For simplicity can we assume one end of the gyroscope axis is at the origin and is a pivot that can move in any direction.

I probably should have also stated that the experiment is carried out in flat space far away from any massive bodies to keep things simple. (I'm not getting into a Mach's principle argument here)

 

[Mentz114]

Kev:

For simplicity can we assume one end of the gyroscope axis is at the origin and is a pivot that can move in any direction.

Don't understand that. The axis is any line through the center of rotation and perpendicular to it. It has no end unless we assign one.

Can you draw a diagram, please ?

 

[Mentz114]

Please have a look at the pic. Is this what you mean ?

Am I wrong in thinking that $$L=\gamma ^{-1}$$ and $$H=\sqrt{ 1 + \gamma ^{-2}}$$ for S'

My suggestion is that the apparent shortening of H may also be relevant.

Is it ?

 

[yuiop]

Kev:

Don't understand that. The axis is any line through the center of rotation and perpendicular to it. It has no end unless we assign one.

I was thinking of a physical axle like on a toy gyroscope that you can stand on a table more than a geometrical line.

Please have a look at the pic. Is this what you mean ?

Am I wrong in thinking that $$L=\gamma ^{-1}$$ and $$H=\sqrt{ 1 + \gamma ^{-2}}$$ for S'

My suggestion is that the apparent shortening of H may also be relevant.

Is it ?

I was thinking more like the diagram I have attached to this post with $$L_x' = L_x \gamma ^{-1}$$ and $$L_y' = L_y$$ with the x-axis of both reference frames parallel. (i.e. relative linear motion along the x axis). I am not sure how you got apparent shortening of H.

Note in the diagram it can be seen that the mass of the spinning gyroscope is longer symmetrically orthogonal to its own axis in the S' frame.

 

[Mentz114]

Thanks, Kev. I'll think some more about it.

 

[yuiop]

Please have a look at the pic. Is this what you mean ?

Am I wrong in thinking that $$L=\gamma ^{-1}$$ and $$H=\sqrt{ 1 + \gamma ^{-2}}$$ for S'

My suggestion is that the apparent shortening of H may also be relevant.

Is it ?

Ah! OK, I get your observation about H. For some reaon I was think H for height and not hypotenuse. It may be relevant, but it can also be elliminated by placing the centre of mass of the gyrosope at the origin. There will still be a ghost torque in the x.y plane and no corresponding precession of the gyro spin axis out of that plane, which is normally how you would expect a gyroscope to respond when its orientation is altered.

 

[Mentz114]

Yes, I wasn't too assiduous in my nomeclature, sorry. The thing that bothers me now, is that I used Pythagoras to get H, but wouldn't H be seen to have contraction

$$\left( 1 - v^2cos^2(\theta)\right)^{-\frac{1}{2}}$$

which would mean the triangle is no longer right angled ?

Anyhow, it's an interesting case and I'll give it more thought later.

 

[Mentz114]

Kev, I don't think that there is a contradiction here.
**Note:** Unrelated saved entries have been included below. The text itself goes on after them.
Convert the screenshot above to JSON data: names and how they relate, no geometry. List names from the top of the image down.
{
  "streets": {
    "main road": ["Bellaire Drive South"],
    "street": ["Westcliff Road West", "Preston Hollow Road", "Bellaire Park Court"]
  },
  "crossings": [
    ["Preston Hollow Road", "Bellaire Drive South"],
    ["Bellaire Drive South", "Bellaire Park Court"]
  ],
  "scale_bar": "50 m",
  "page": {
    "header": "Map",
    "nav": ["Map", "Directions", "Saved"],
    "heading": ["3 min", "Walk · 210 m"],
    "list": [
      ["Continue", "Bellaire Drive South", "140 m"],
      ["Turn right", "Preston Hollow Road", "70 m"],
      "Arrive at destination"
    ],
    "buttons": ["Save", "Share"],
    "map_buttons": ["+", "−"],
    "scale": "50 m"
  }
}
There are no balanced forces in the rest frame, so seeing the axis at a different angle is a normal length contraction effect.
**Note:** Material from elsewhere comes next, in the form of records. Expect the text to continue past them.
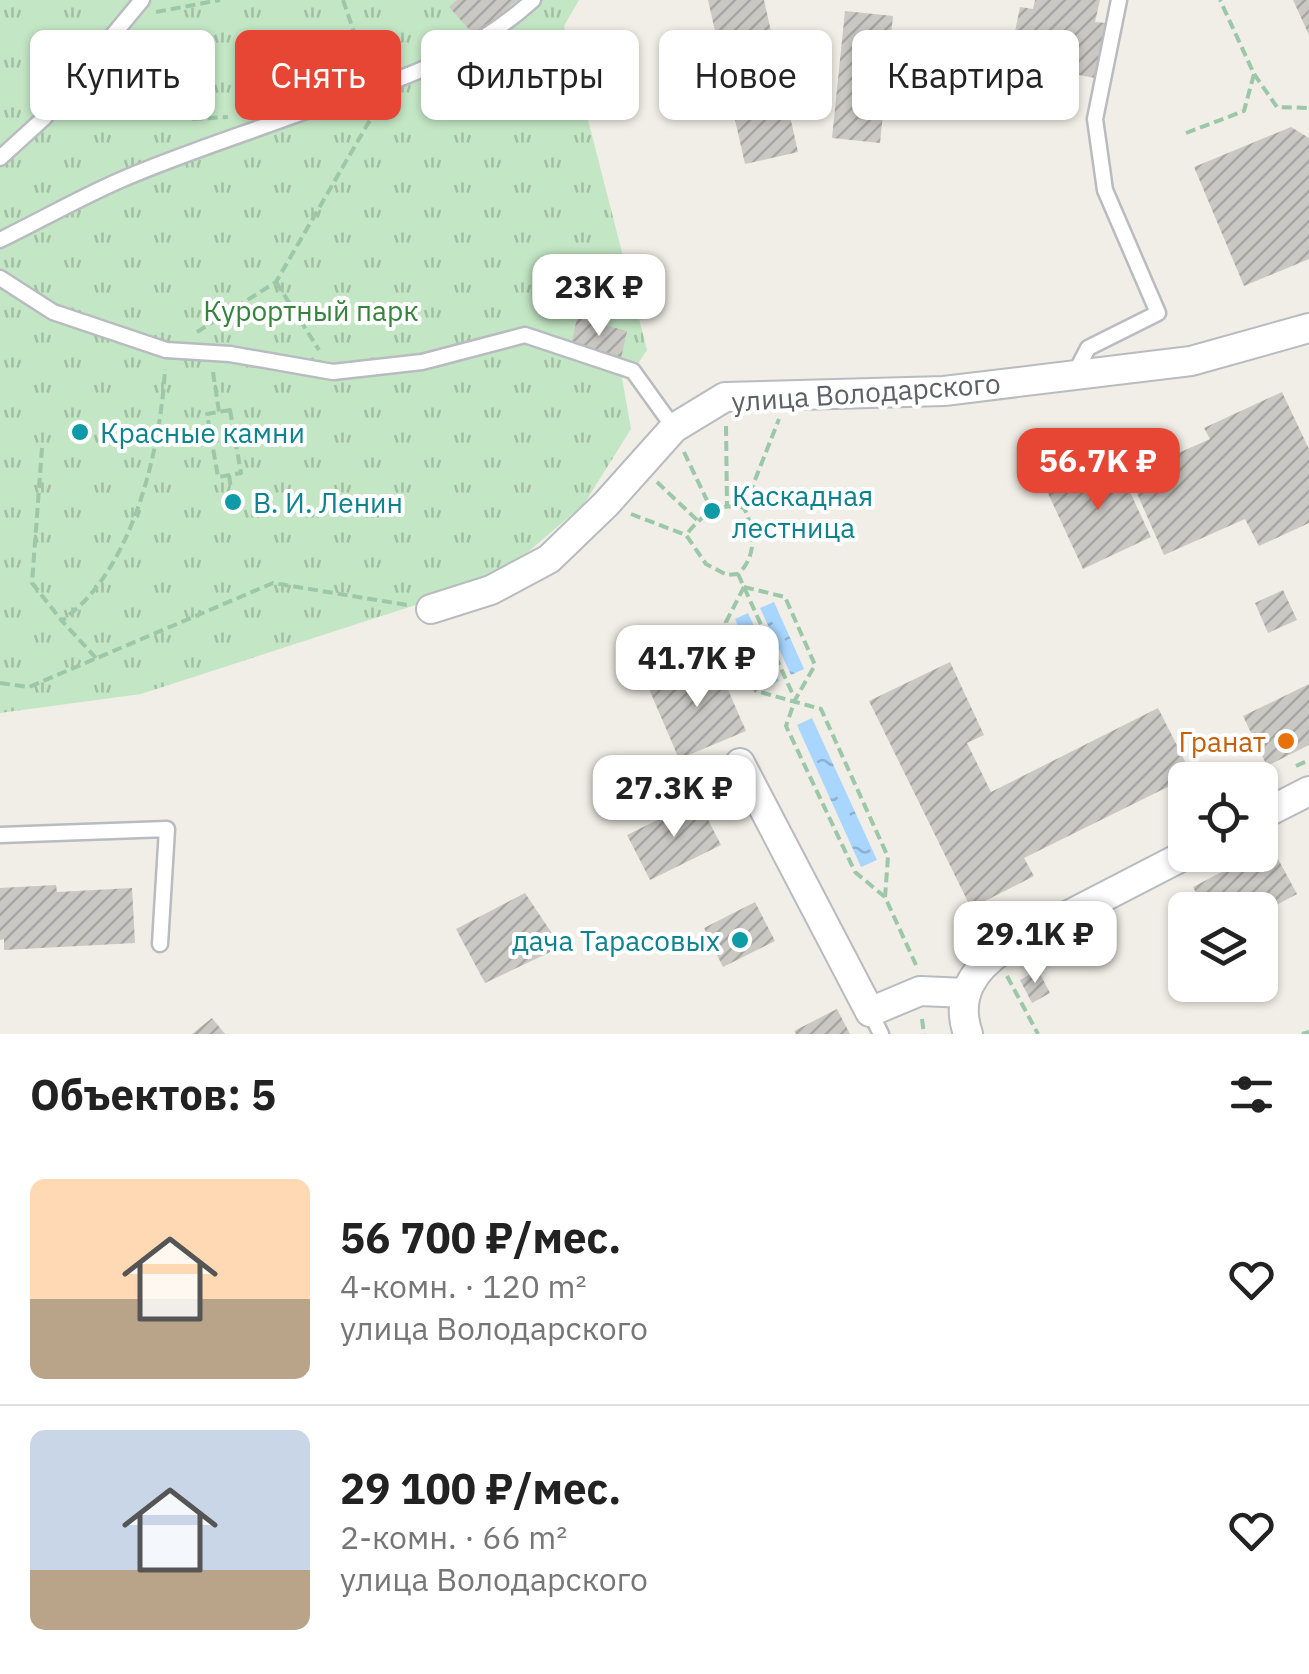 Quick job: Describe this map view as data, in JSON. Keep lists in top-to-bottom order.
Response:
{
  "streets": {
    "street": ["улица Володарского"]
  },
  "parks": ["Курортный парк"],
  "places": [
    "Красные камни",
    "В. И. Ленин",
    "Каскадная лестница",
    "Гранат",
    "дача Тарасовых"
  ],
  "page": {
    "chip": [
      "Купить",
      "Снять",
      "Фильтры",
      "Новое",
      "Квартира"
    ],
    "price": [
      "23K ₽",
      "56.7K ₽",
      "41.7K ₽",
      "27.3K ₽",
      "29.1K ₽"
    ],
    "heading": "Объектов: 5",
    "list": [
      {
        "name": "56 700 ₽/мес.",
        "note": "4-комн. · 120 m² · улица Володарского"
      },
      {
        "name": "29 100 ₽/мес.",
        "note": "2-комн. · 66 m² · улица Володарского"
      }
    ]
  }
}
This situation is not like the right-angle lever, or compressed gas where forces are present and balanced in the rest frame.

 

[yuiop]

Kev, I don't think that there is a contradiction here. There are no balanced forces in the rest frame, so seeing the axis at a different angle is a normal length contraction effect.

This situation is not like the right-angle lever, or compressed gas where forces are present and balanced in the rest frame.

I wasn't looking for a contradiction. I just thought something interesting might be going on and I think I have discovered what it is. In the tranformed pic i uploaded if you look at the shape of the main rotation mass of the gyroscope and imagine a virtual axis orthogonal to a line joining two masses on the rim of the gyro you will see the virtual axis has rotated in the opposite direction (and to a greater extent) than the visible spindle of the gyro. Now when you consider that part of the mass is moving in the same direction as the linear motion of the frame and the part on the opposite side is moving in the opposite direction the effective centre of mass of the gyro HAS moved out of the x,y plane due to differential mass transformation. This shift in the centre of mass appears to result in a precession reaction that causes the rotation of the virtual spin axis in the x,y plane. Its a bit difficult to visualise and I will try and explain better if that does not make any sense.

 

[Mentz114]

I understand. Thanks.